The recruitment status of this study is unknown. The completion date has passed and the status has not been verified in more than two years.
Verified May 2010 by Tel-Aviv Sourasky Medical Center.
Recruitment status was:  Not yet recruiting
ClinicalTrials.gov Identifier:
First Posted: May 25, 2010
Last Update Posted: May 25, 2010
The safety and scientific validity of this study is the responsibility of the study sponsor and investigators. Listing a study does not mean it has been evaluated by the U.S. Federal Government. Read our disclaimer for details.
Information provided by:
Tel-Aviv Sourasky Medical Center
Acute low back pain is a common cause for emergency department visits. Controversy remains regarding the optimal medication for acute low back pain relief. The investigators hypothesized that administration of pharmacological anxiolysis in addition to analgesia will improve pain relief and patient management in the emergency department.

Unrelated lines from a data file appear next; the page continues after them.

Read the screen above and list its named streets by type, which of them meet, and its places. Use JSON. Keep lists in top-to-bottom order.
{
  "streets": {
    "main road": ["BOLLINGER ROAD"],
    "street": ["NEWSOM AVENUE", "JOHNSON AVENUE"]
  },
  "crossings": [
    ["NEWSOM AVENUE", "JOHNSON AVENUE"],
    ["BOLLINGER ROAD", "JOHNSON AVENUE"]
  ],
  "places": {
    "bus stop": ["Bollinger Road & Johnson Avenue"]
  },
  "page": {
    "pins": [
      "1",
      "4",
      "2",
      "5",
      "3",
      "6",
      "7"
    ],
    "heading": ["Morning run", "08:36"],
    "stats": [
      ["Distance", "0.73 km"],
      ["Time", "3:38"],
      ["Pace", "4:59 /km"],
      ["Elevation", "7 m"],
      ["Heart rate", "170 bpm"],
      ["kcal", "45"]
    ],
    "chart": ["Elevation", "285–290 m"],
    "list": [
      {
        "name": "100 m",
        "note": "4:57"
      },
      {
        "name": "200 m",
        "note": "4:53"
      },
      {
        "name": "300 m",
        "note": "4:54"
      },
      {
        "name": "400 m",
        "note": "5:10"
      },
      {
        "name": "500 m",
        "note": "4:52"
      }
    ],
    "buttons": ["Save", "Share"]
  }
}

Condition Intervention Phase
Low Back Pain Drug: Morphine-Promethazine Drug: morphine Phase 4

Study Type: Interventional
Study Design: Allocation: Randomized
Intervention Model: Parallel Assignment
Masking: Double (Participant, Care Provider)
Primary Purpose: Treatment
Official Title: Pharmacological Anxiolysis With Promethazine as an Adjunctive Therapy for Acute Low Back Pain in the Adult Emergency Department

Resource links provided by NLM:

Further study details as provided by Tel-Aviv Sourasky Medical Center:

Primary Outcome Measures:
  • Pain relief [ Time Frame: Up to 24 hours (before analgesia administration and on discharge from the ED or admission to the hospital) ]
    Pain scores before and after treatment will be assessed on a 100mm VAS. The difference will be regarded as pain relief.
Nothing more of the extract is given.